(GOAL OF THE EXERCISE)
Your copy of the data below must be exact and must leave out all pictures.

(DATA BLOCK)
=== Section Start ===
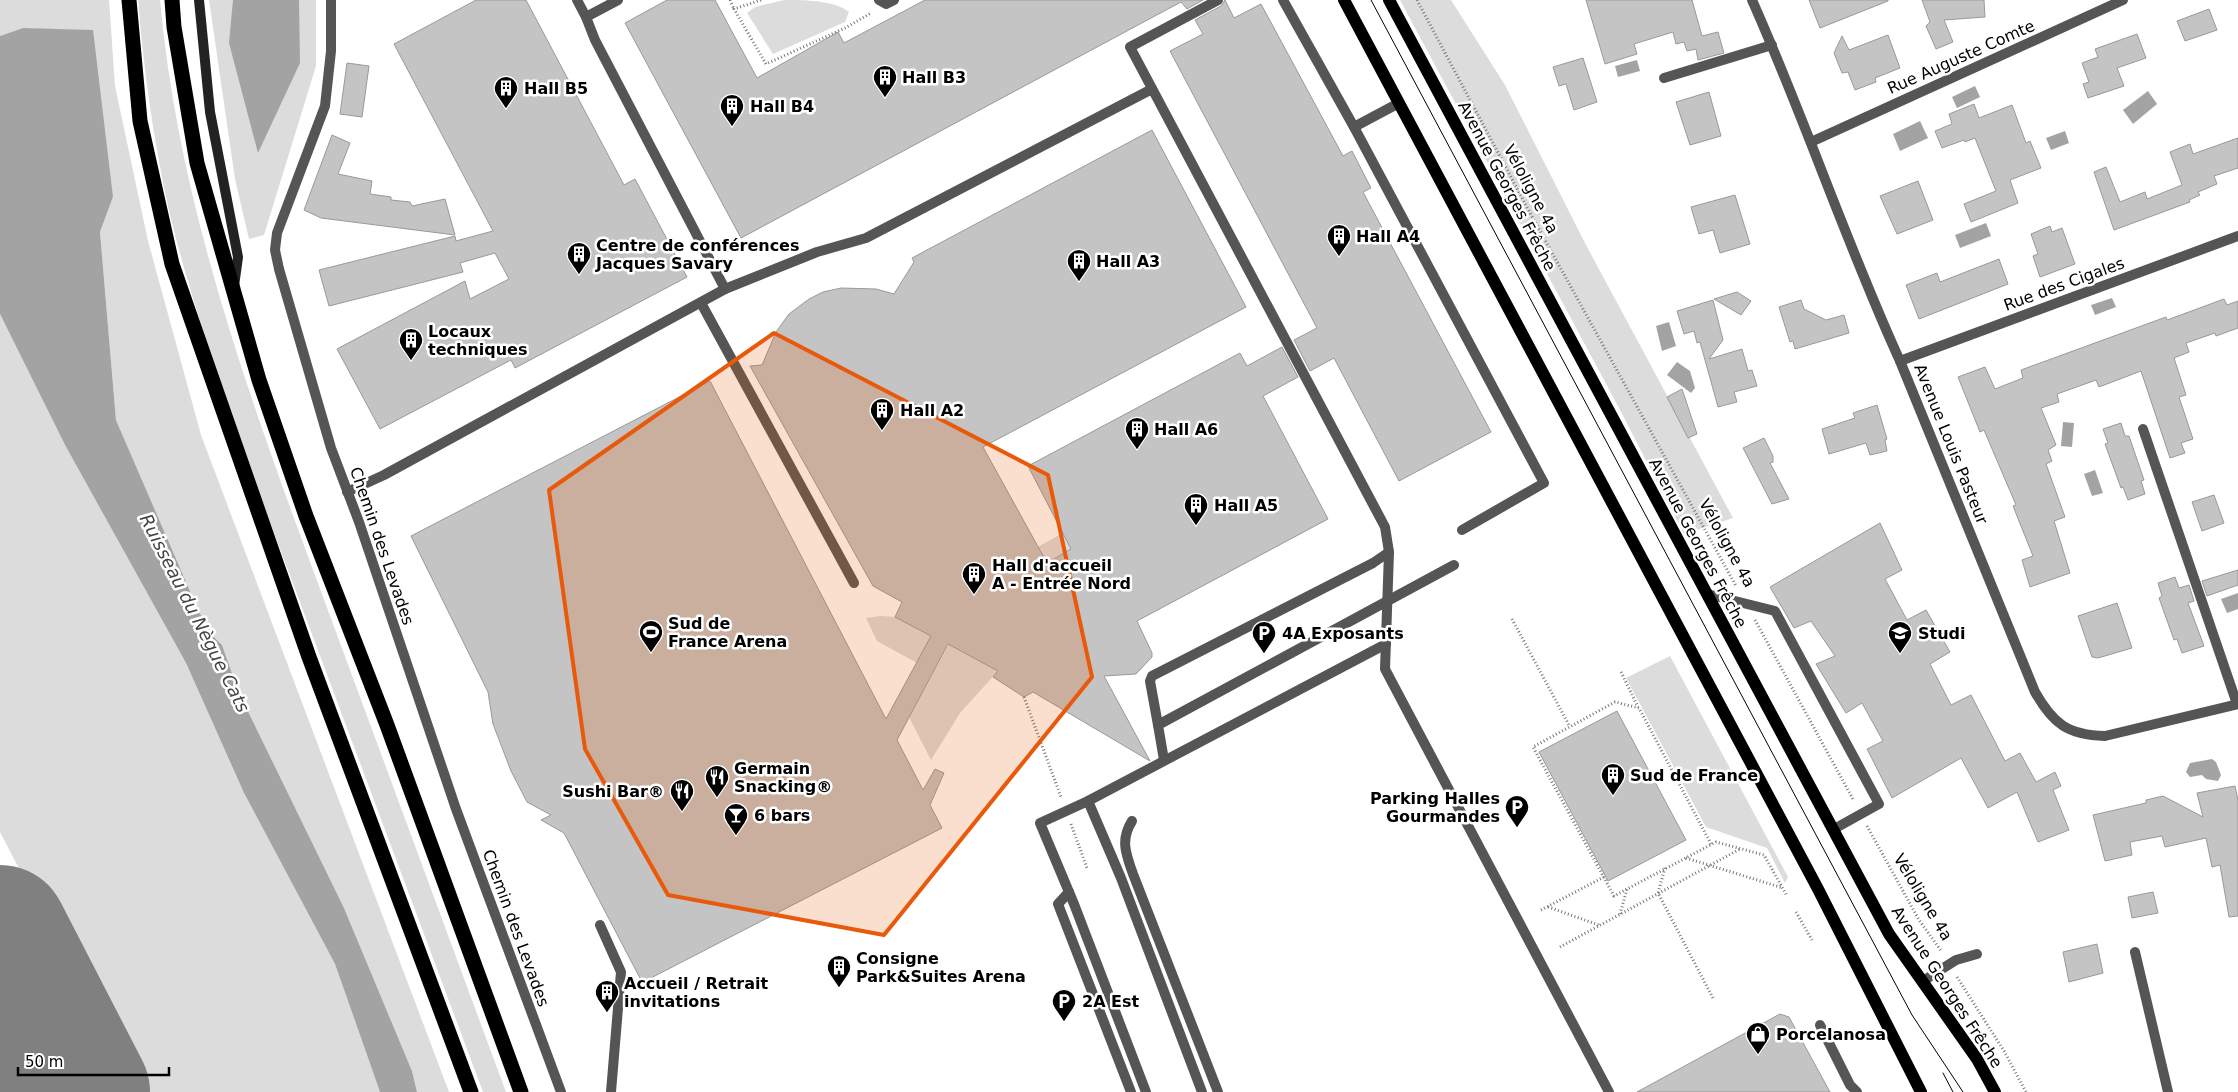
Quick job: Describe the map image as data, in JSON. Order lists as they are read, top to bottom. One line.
{"streets":{"main road":["Avenue Georges Frêche"],"street":["Rue Auguste Comte","Rue des Cigales","Avenue Louis Pasteur","Chemin des Levades"],"path":["Véloligne 4a"]},"crossings":[["Rue Auguste Comte","Avenue Louis Pasteur"],["Rue des Cigales","Avenue Louis Pasteur"]],"water":["Ruisseau du Nègue Cats"],"places":{"building":["Hall B3","Hall B5","Hall B4","Hall A4","Centre de conférences Jacques Savary","Hall A3","Locaux techniques","Hall A2","Hall A6","Hall A5","Hall d'accueil A - Entrée Nord","Sud de France","Consigne Park&Suites Arena","Accueil / Retrait invitations"],"sports":["Sud de France Arena"],"parking":["4A Exposants","Parking Halles Gourmandes","2A Est"],"school or university":["Studi"],"restaurant":["Germain Snacking®","Sushi Bar®"],"bar":["6 bars"],"shop":["Porcelanosa"]},"scale_bar":"50 m"}
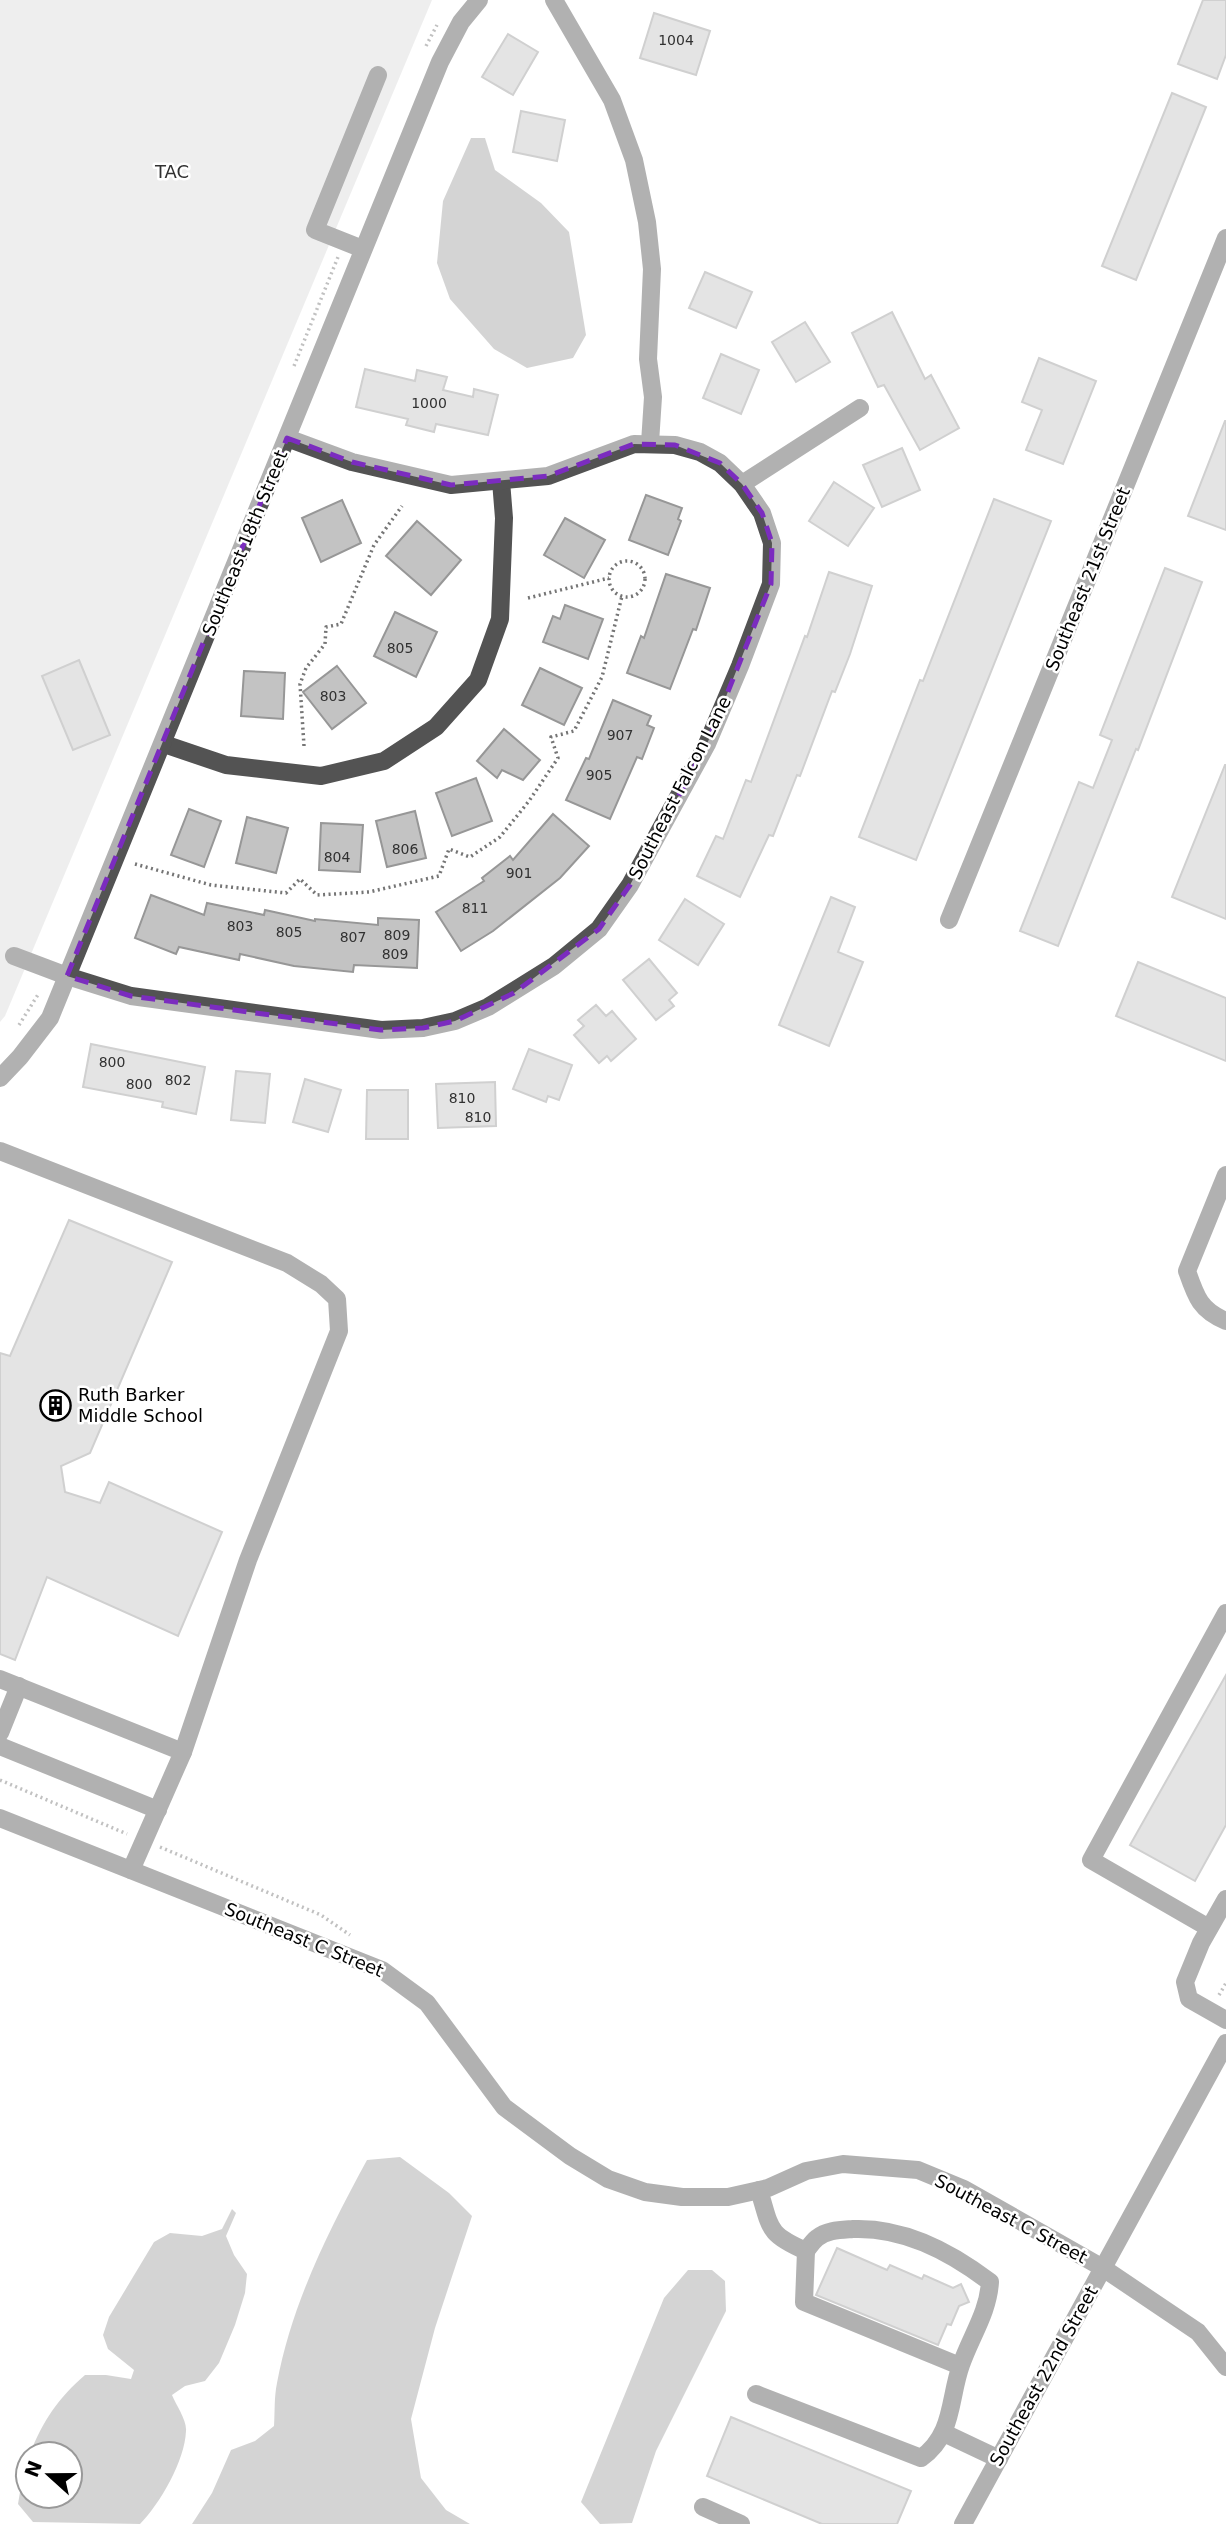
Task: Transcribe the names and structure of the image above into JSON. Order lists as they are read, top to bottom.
=== Section End ===
(TASK ANSWER)
Quick job: Describe the map image as data, in JSON. Order lists as they are read, top to bottom. One line.
{"streets":{"main road":["Avenue Georges Frêche"],"street":["Rue Auguste Comte","Rue des Cigales","Avenue Louis Pasteur","Chemin des Levades"],"path":["Véloligne 4a"]},"crossings":[["Rue Auguste Comte","Avenue Louis Pasteur"],["Rue des Cigales","Avenue Louis Pasteur"]],"water":["Ruisseau du Nègue Cats"],"places":{"building":["Hall B3","Hall B5","Hall B4","Hall A4","Centre de conférences Jacques Savary","Hall A3","Locaux techniques","Hall A2","Hall A6","Hall A5","Hall d'accueil A - Entrée Nord","Sud de France","Consigne Park&Suites Arena","Accueil / Retrait invitations"],"sports":["Sud de France Arena"],"parking":["4A Exposants","Parking Halles Gourmandes","2A Est"],"school or university":["Studi"],"restaurant":["Germain Snacking®","Sushi Bar®"],"bar":["6 bars"],"shop":["Porcelanosa"]},"scale_bar":"50 m"}
Task: Transcribe the names and structure of the image above into JSON. Order lists as they are read, top to bottom.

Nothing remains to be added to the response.